Two days after I arrived, the oncologist office called.  Colette, my oncologist’s nurse said, “The new scans are back.  Your tumors have shrunk.”  I was stunned into shouting “Praise God”.  I danced.  I wept for joy.  My Jewish father-in-law gave me an embarrassed smile.  I called my wife and told her I wanted nothing more than to plant a big wet sloppy kiss right on her warm lips.  I wanted to hold my children.

I, who talk a good game about God’s mercy and care, was not prepared when it came my way.  I was completely floored.  Blessing, blessing, blessing rolled over me and I was thoroughly unhinged. 

The psalms sing of blessing.  Jesus names those who mourn, and I sure mourned, as special recipients of blessing.  The great biblical story ends with tears being wiped away in a city with streets lined with trees whose leaves bring healing to entire nations.  And me, purportedly a student of that great story, well I guess I just learned something quite new—prepare for blessing.

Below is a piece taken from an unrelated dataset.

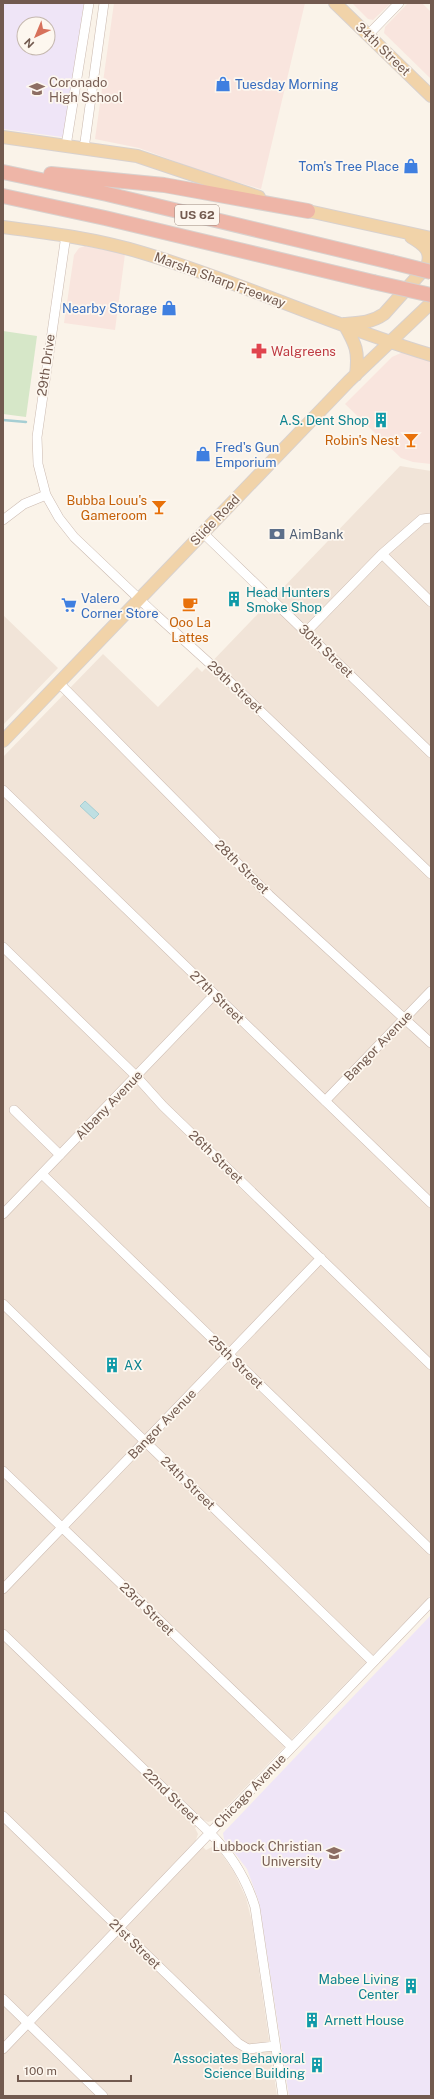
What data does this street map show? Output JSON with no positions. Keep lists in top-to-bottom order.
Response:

It still doesn’t seem fair—why me and not the young gaunt girl I saw in the infusion center today?  Why me and not the old frail man in the wheelchair?  Yet, inexplicably I have apparently been given more than I expected.  There is so much I don’t understand, I just accept this with joy.  The end will still come, but for now, I sing the Doxology in the tune of the Old One Hundred.  Praise God the author of all blessing: expected and unexpected alike.  I thought I knew all about it.  I was prepared for the worst (well sort of), but for now, unprepared as I was, my mourning has been turned to dancing.

Once when I was 57 years old, I walked 500 miles across northern Spain on pilgrimage.  Buen Camino!